Enhancing Accessibility in Post-Secondary Education Institutions


With advances in medications, treatment and the increasing empowerment of those with mental health disabilities, students with mental health disabilities are increasingly able to access and complete post-secondary education. However, those with mental health disabilities often experience difficulty accessing services and accommodations that suit their needs due, in part, to the episodic and “invisible” nature of their disability, the stigma surrounding mental health disabilities, and the fact that accommodation for mental health disabilities is a relatively new practice.

Most university and college campuses have counseling services which offer a variety of information and services for those with mental health issues. However, most of these offices support students on a short-term, emergency basis, focus on the student’s personal health, and are not meant to provide academic accommodations.

While many students do suffer from bouts of anxiety, stress or depression that can be handled through short-term counseling, more and more students are arriving on campus dealing with serious mental health disabilities such as schizophrenia, post-traumatic stress disorder, eating disorders or self-injury that require a more holistic and long-term approach.

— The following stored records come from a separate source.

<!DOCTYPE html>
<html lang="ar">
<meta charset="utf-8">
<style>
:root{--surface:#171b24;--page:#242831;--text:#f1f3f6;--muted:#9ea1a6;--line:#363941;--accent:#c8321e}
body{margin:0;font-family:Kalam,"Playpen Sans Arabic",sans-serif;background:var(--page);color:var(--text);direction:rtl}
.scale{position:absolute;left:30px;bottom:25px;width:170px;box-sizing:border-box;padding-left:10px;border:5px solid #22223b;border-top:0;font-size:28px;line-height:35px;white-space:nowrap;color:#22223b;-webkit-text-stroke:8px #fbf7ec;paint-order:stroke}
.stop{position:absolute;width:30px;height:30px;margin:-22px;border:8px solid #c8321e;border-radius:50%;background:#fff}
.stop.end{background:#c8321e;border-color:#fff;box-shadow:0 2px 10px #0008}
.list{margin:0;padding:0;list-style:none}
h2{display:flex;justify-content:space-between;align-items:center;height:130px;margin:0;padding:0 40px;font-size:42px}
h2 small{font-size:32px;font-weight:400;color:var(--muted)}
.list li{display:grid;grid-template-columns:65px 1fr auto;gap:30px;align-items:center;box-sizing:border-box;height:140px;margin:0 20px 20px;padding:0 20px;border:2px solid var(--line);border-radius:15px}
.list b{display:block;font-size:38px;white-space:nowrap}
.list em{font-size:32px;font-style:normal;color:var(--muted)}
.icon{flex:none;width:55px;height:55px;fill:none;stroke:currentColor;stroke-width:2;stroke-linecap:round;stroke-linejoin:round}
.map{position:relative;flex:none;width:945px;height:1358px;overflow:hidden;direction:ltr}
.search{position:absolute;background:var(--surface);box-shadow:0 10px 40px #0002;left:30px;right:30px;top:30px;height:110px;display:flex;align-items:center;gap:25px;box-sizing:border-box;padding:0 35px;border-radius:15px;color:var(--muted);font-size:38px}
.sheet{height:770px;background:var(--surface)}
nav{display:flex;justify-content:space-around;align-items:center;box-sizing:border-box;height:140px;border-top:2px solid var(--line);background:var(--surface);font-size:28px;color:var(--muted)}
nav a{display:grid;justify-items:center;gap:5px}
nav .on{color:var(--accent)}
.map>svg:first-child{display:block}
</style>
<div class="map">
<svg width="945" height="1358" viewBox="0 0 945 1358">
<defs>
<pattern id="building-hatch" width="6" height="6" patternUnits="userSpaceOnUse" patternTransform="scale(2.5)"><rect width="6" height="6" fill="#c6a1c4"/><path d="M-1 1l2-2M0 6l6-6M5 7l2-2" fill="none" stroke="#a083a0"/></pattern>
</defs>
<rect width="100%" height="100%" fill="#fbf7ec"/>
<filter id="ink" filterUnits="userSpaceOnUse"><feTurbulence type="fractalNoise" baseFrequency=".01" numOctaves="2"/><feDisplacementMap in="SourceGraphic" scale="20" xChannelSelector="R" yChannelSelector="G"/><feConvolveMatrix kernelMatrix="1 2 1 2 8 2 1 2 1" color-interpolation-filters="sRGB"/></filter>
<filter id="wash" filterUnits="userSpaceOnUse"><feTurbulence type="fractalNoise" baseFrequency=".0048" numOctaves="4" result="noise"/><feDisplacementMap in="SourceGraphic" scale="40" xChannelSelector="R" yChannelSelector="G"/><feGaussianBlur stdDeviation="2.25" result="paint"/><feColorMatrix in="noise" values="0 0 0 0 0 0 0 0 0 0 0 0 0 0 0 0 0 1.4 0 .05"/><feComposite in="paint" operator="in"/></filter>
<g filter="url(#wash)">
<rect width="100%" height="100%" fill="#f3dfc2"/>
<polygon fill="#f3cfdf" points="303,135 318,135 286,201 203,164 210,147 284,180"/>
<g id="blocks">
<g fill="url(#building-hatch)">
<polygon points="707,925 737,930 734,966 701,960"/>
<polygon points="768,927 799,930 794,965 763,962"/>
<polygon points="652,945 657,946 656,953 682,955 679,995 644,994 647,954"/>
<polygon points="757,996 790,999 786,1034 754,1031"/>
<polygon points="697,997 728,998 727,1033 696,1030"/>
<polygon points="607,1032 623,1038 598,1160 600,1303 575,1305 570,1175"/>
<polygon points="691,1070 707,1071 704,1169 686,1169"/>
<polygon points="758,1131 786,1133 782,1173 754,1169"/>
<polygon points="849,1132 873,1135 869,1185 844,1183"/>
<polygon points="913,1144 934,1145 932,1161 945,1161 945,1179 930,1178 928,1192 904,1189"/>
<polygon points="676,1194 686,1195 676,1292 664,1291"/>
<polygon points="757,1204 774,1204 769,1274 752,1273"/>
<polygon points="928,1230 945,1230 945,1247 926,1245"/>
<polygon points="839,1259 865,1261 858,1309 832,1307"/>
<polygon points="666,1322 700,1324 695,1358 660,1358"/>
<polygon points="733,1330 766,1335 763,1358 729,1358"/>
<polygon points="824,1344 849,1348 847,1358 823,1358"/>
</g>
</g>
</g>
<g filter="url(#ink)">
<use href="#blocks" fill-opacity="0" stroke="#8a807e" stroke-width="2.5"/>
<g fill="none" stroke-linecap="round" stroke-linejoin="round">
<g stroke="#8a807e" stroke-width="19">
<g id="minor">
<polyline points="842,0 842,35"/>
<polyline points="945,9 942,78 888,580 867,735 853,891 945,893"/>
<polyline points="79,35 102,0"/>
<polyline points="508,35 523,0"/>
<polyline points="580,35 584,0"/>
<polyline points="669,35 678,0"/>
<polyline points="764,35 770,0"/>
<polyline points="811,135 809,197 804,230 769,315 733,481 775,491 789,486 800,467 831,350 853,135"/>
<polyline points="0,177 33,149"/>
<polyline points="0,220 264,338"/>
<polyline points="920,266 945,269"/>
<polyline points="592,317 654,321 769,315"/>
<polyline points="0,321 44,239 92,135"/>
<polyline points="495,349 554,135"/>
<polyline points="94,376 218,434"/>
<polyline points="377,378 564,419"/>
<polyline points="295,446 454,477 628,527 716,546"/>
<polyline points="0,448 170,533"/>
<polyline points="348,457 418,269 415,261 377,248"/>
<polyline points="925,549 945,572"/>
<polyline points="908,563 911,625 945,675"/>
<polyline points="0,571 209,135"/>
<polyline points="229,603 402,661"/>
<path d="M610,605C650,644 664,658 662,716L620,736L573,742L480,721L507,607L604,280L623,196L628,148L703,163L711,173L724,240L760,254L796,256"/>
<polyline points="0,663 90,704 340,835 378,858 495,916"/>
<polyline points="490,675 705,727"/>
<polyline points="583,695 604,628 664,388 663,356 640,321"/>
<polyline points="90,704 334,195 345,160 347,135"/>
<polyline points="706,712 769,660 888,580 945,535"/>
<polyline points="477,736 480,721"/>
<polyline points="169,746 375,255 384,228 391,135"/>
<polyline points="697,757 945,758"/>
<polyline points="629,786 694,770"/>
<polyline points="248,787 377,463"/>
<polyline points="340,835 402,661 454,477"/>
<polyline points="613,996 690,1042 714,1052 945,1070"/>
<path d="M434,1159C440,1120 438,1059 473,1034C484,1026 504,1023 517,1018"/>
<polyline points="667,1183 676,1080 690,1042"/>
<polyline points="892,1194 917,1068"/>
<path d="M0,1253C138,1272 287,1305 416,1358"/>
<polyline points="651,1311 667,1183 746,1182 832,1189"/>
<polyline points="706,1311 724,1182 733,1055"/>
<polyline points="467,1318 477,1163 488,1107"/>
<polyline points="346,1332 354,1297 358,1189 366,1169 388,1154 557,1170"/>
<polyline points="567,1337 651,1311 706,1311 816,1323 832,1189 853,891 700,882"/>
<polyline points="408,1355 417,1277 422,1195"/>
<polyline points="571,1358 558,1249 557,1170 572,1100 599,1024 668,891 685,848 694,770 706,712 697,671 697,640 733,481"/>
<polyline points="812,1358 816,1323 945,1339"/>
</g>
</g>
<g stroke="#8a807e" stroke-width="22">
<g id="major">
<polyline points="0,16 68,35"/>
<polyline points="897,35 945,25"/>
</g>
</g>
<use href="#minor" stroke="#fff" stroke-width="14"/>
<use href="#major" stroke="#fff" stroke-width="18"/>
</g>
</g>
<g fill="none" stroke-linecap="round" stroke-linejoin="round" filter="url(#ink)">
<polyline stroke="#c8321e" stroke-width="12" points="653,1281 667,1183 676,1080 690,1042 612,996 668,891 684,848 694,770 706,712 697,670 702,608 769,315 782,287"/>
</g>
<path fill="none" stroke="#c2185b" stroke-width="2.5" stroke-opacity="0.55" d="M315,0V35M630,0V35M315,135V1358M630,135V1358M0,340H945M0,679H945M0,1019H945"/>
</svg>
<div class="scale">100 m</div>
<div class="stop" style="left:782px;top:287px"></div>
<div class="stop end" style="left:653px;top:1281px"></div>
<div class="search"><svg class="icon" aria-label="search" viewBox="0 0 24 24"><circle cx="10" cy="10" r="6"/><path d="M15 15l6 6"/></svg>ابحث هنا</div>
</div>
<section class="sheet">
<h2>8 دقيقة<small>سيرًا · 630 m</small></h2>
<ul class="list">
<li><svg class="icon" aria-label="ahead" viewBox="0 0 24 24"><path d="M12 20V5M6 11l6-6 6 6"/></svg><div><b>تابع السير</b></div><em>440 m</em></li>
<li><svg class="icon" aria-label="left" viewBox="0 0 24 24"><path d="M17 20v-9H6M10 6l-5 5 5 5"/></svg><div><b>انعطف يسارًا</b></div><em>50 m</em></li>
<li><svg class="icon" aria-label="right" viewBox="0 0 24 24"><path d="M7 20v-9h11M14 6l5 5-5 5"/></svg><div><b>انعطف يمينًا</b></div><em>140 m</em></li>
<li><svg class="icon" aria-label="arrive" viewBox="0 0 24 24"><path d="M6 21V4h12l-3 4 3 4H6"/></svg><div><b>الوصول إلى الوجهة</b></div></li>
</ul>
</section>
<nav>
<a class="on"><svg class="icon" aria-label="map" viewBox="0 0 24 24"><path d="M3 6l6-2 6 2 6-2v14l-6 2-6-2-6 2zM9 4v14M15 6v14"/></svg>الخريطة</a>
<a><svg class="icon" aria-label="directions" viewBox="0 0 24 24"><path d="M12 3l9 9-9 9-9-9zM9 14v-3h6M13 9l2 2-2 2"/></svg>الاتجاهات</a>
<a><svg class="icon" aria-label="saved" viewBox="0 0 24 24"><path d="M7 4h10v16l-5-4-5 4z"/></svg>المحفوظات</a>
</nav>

The following are some promising practices from PSE institutions on how to address services for students with mental health disabilities:

  • Students with mental health disabilities often require both academic accommodations and medical or therapeutic treatment. For this reason, it is extremely important to facilitate collaboration between disability services and counseling services regarding these students as individuals with mental health disorders who present at one can quickly and easily be referred to the other when necessary. Additionally, having someone directly responsible for case management for these students is very valuable.
  • It is also important for disability services and counseling services to establish their roles and responsibilities regarding students with mental health disabilities. While some roles may be clear, others may not be or may overlap. Establishing a joint policy or advisory committee may help clarify responsibilities.
  • For institutions with larger populations of students with mental health disabilities, consider establishing a stand-alone Mental Health Disabilities Office to handle the accommodation and support of students with mental health disabilities.
  • Students with mental health disabilities will undoubtedly have varied needs with no “one-size fits all” solution. This is why it is important to have staff knowledgeable about mental health disorders, treatments and appropriate accommodations. If possible, hire disability service staff with specialized knowledge and experience and have them deal exclusively with students with mental health disabilities. This includes qualified counsellors, psychologists and psychiatrists.
  • Have a psychiatrist on campus for appointments one or two days a week if it is not possible to hire a full-time staff psychiatrist.